EXTRACTED INFORMATION →

____________________

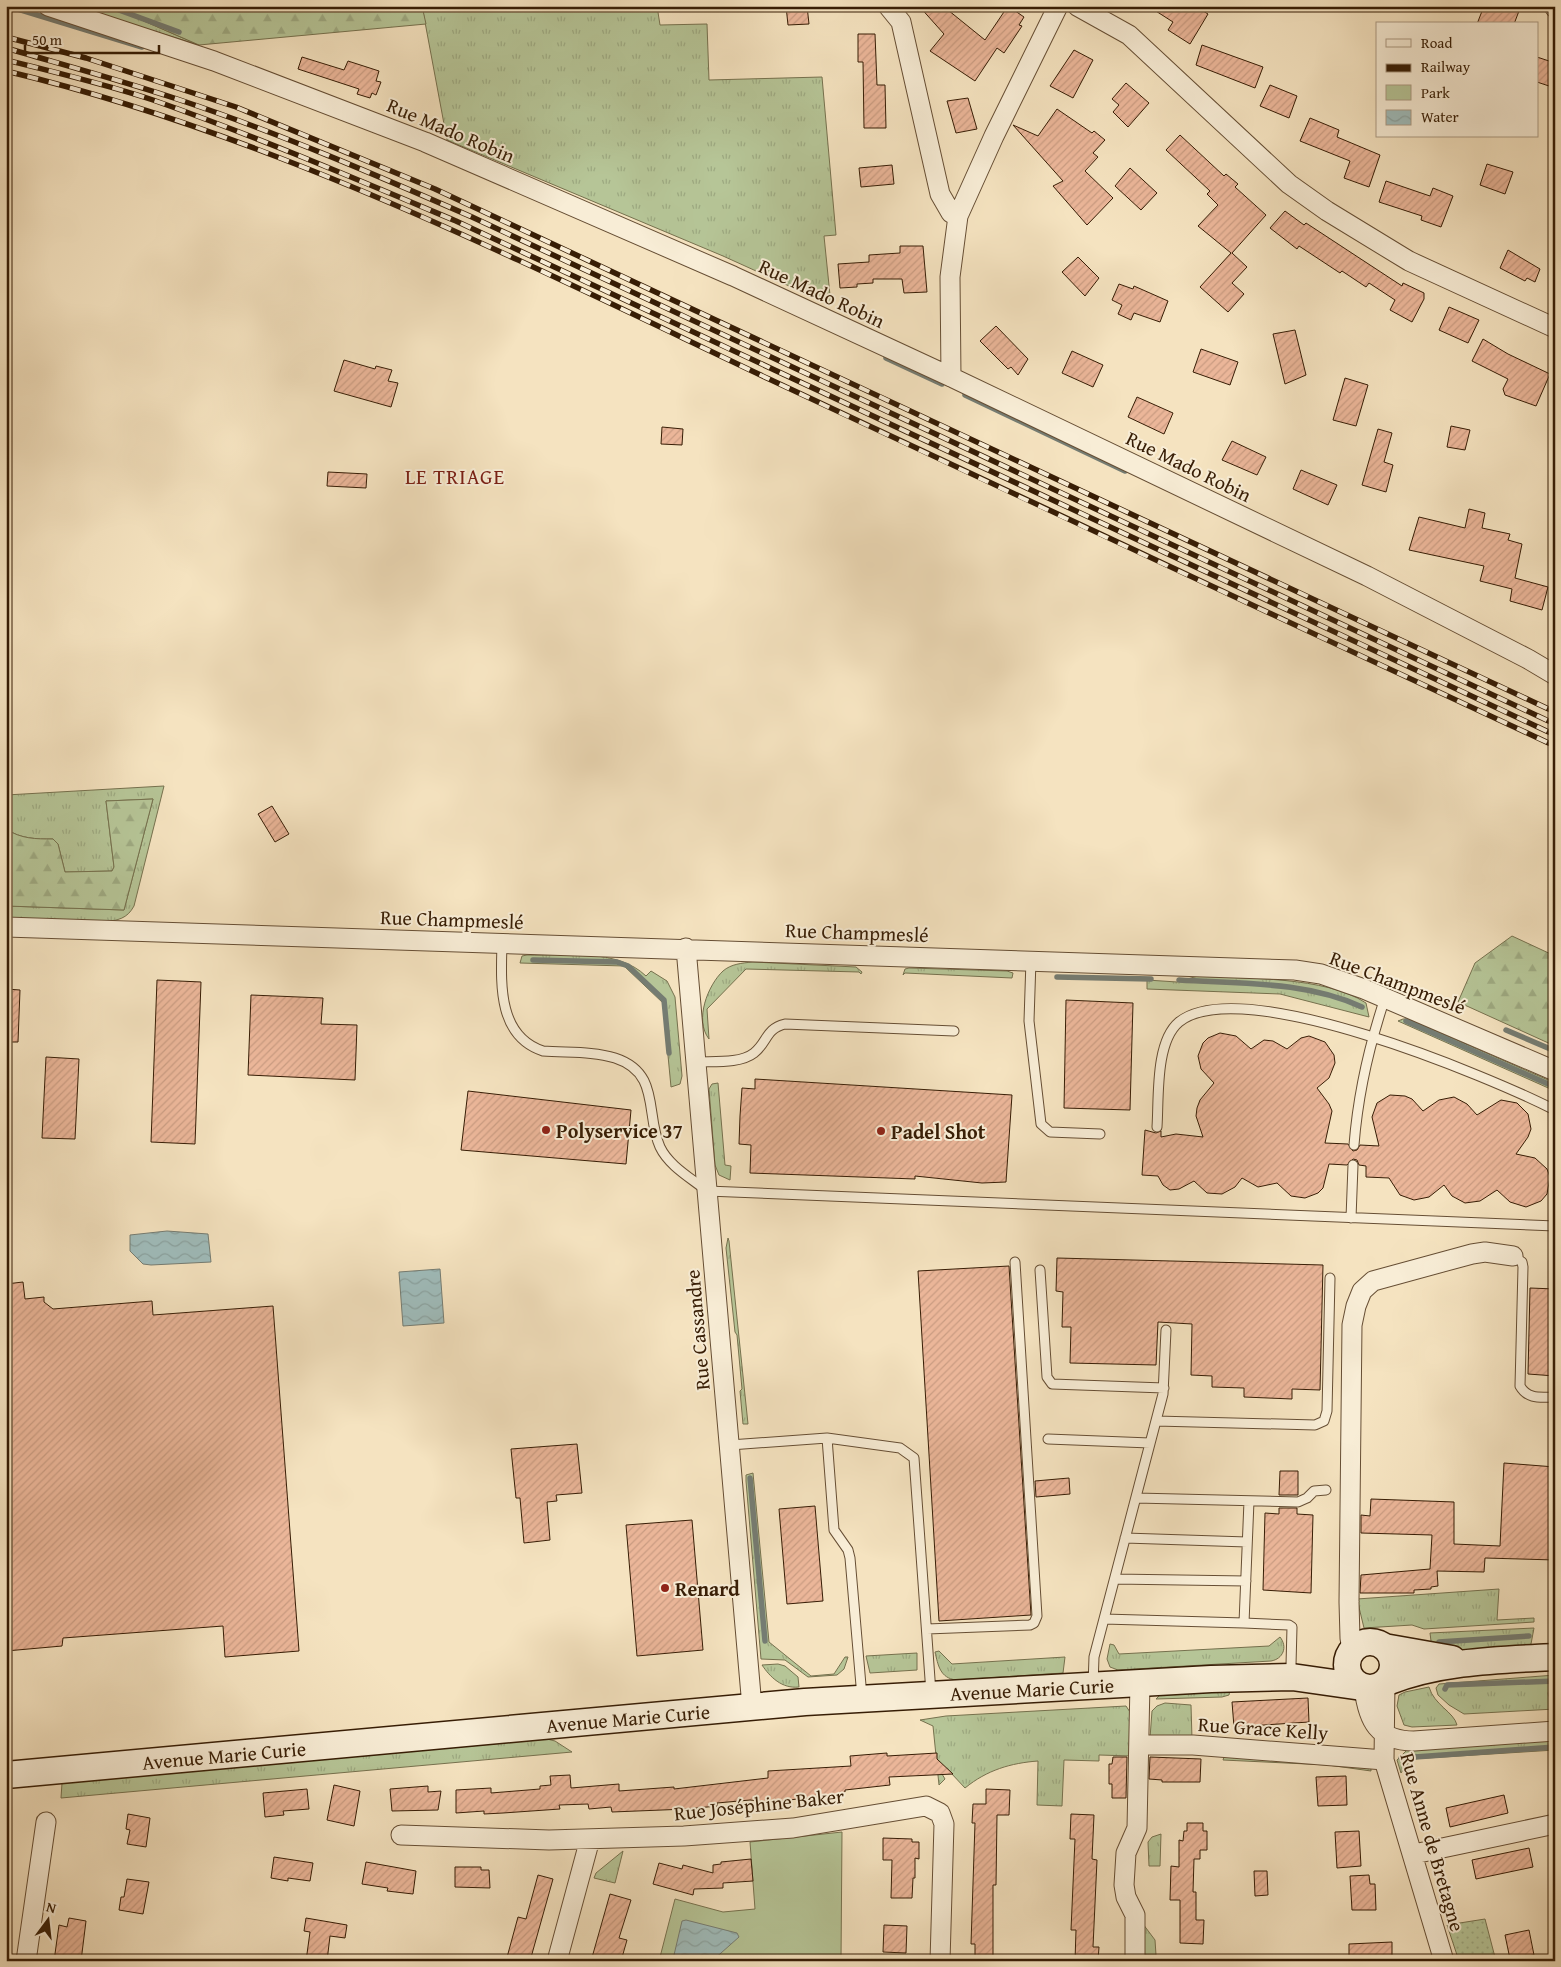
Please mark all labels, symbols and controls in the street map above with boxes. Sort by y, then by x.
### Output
scale bar [25,22,159,54]
legend [1376,22,1538,138]
text: 50 m [32,29,63,50]
text: Road [1421,32,1452,53]
text: Railway [1421,56,1471,77]
text: Park [1421,82,1450,103]
street label: Rue Mado Robin [383,90,519,170]
text: Water [1421,106,1459,127]
street label: Rue Mado Robin [754,251,890,335]
street label: Rue Mado Robin [1121,423,1257,509]
district label: LE TRIAGE [405,461,505,492]
street label: Rue Champmeslé [380,902,524,936]
street label: Rue Champmeslé [785,915,929,949]
street label: Rue Champmeslé [1326,943,1470,1021]
place label: Polyservice 37 [556,1116,683,1145]
place label: Padel Shot [891,1117,986,1146]
marker: Polyservice 37 [540,1124,552,1136]
marker: Padel Shot [875,1125,887,1137]
street label: Rue Cassandre [677,1268,717,1392]
place label: Renard [675,1574,740,1603]
marker: Renard [659,1582,671,1594]
street label: Avenue Marie Curie [949,1670,1115,1708]
street label: Avenue Marie Curie [545,1696,711,1740]
street label: Rue Grace Kelly [1197,1709,1329,1747]
street label: Avenue Marie Curie [141,1733,307,1777]
street label: Rue Anne de Bretagne [1394,1749,1472,1935]
street label: Rue Joséphine Baker [673,1781,845,1827]
north arrow [22,1894,72,1944]
text: N [44,1897,59,1918]

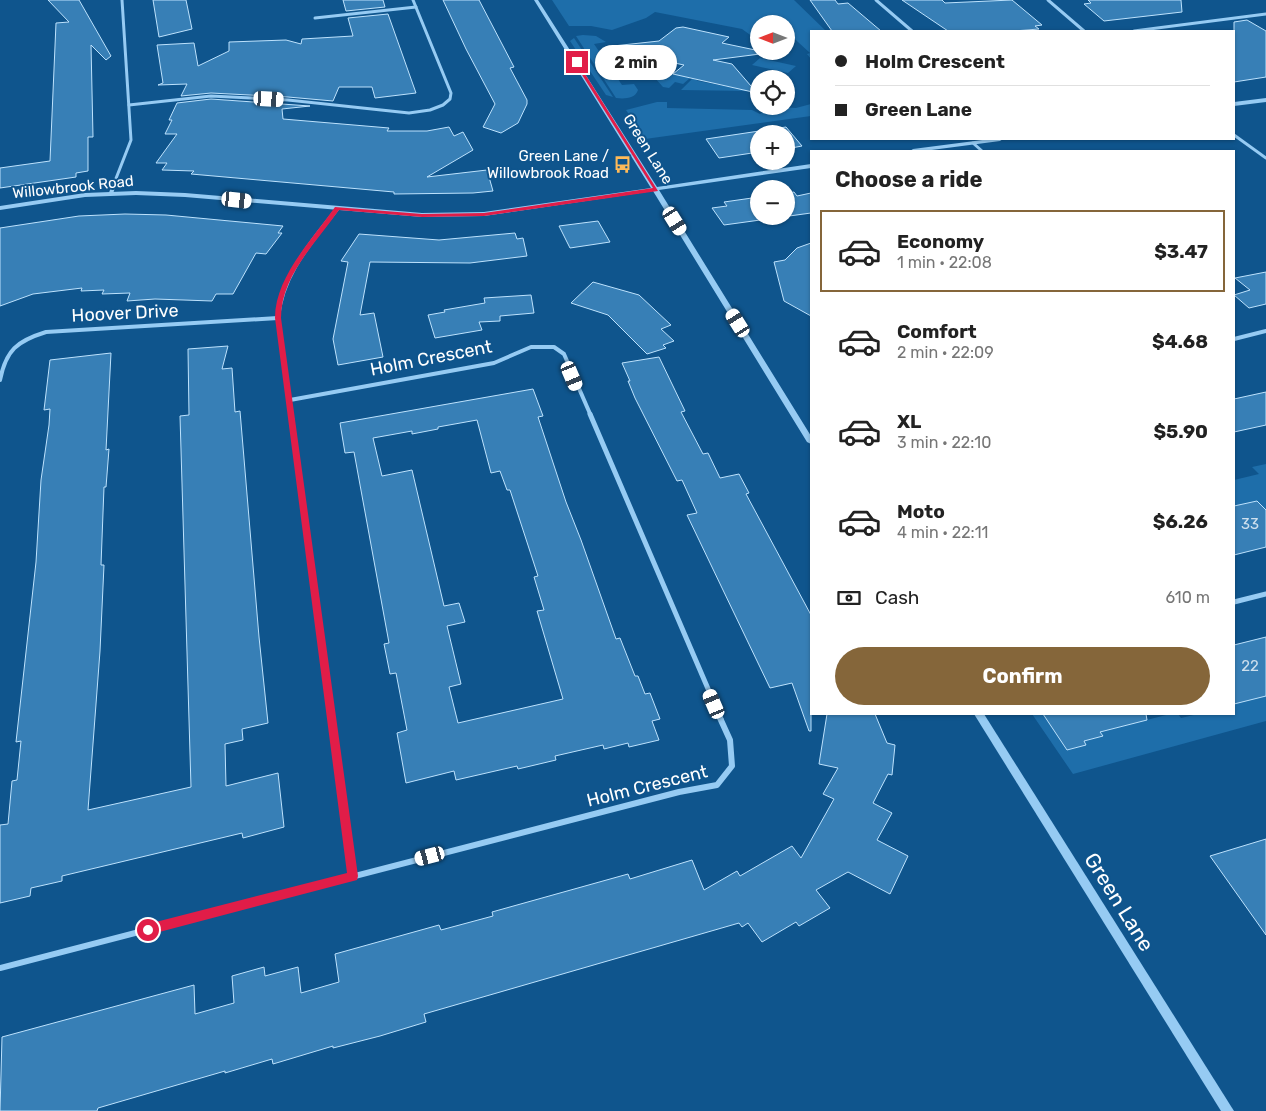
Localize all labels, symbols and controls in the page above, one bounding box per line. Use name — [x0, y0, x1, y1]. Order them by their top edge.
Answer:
north arrow — [750, 15, 795, 60]
map controls — [750, 15, 795, 225]
callout: 2 min — [594, 44, 677, 80]
text: Holm Crescent — [865, 50, 1005, 73]
route end — [566, 51, 588, 73]
text: 2 min — [614, 53, 658, 72]
button: locate — [750, 70, 795, 115]
car — [253, 91, 284, 107]
text: Green Lane — [865, 98, 972, 121]
street label: Green Lane — [619, 110, 677, 188]
button: + — [750, 125, 795, 170]
place label: Green Lane / Willowbrook Road — [487, 147, 609, 182]
bus stop icon: Green Lane / Willowbrook Road — [613, 155, 633, 175]
text: Choose a ride — [835, 166, 982, 193]
street label: Willowbrook Road — [11, 172, 135, 202]
button: − — [750, 180, 795, 225]
car — [221, 191, 252, 209]
car — [660, 204, 689, 238]
icon: car — [837, 229, 882, 274]
text: Economy — [897, 230, 984, 253]
text: $3.47 — [1154, 240, 1208, 263]
text: 1 min · 22:08 — [897, 253, 992, 272]
street label: Hoover Drive — [71, 299, 179, 327]
car — [723, 306, 752, 340]
icon: car — [837, 319, 882, 364]
text: Comfort — [897, 320, 977, 343]
text: $4.68 — [1152, 330, 1208, 353]
street label: Holm Crescent — [368, 335, 494, 381]
text: 2 min · 22:09 — [897, 343, 994, 362]
car — [559, 359, 584, 393]
icon: car — [837, 409, 882, 454]
text: XL — [897, 410, 921, 433]
text: $5.90 — [1153, 420, 1208, 443]
text: 3 min · 22:10 — [897, 433, 991, 452]
icon: car — [837, 499, 882, 544]
text: Moto — [897, 500, 945, 523]
text: $6.26 — [1153, 510, 1208, 533]
house number: 33 — [1241, 515, 1259, 533]
text: 4 min · 22:11 — [897, 523, 988, 542]
icon: cash — [835, 584, 863, 612]
text: Cash — [875, 586, 919, 609]
text: 610 m — [1166, 588, 1210, 607]
button: Confirm — [835, 647, 1210, 705]
house number: 22 — [1241, 657, 1259, 675]
car — [701, 687, 726, 721]
street label: Holm Crescent — [584, 760, 710, 812]
car — [413, 845, 446, 867]
street label: Green Lane — [1079, 848, 1160, 956]
route start — [137, 919, 159, 941]

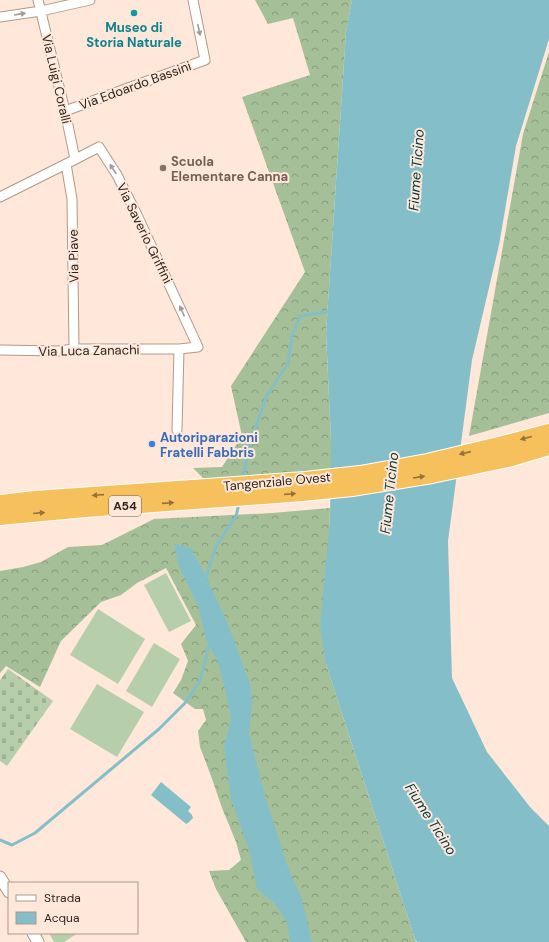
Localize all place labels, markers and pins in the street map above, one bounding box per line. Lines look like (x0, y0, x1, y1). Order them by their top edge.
marker: Museo di Storia Naturale (129, 8, 139, 18)
place label: Museo di Storia Naturale (86, 19, 182, 51)
place label: Scuola Elementare Canna (171, 153, 288, 185)
marker: Scuola Elementare Canna (158, 163, 168, 173)
place label: Autoriparazioni Fratelli Fabbris (160, 429, 258, 461)
marker: Autoriparazioni Fratelli Fabbris (147, 439, 157, 449)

____________________

GOAL OF THE EXERCISE →
Look through the material above for the string "Champmeslé" and copy each line that has it.

RESULT →
street label: Rue Champmeslé [380,902,524,936]
street label: Rue Champmeslé [785,915,929,949]
street label: Rue Champmeslé [1326,943,1470,1021]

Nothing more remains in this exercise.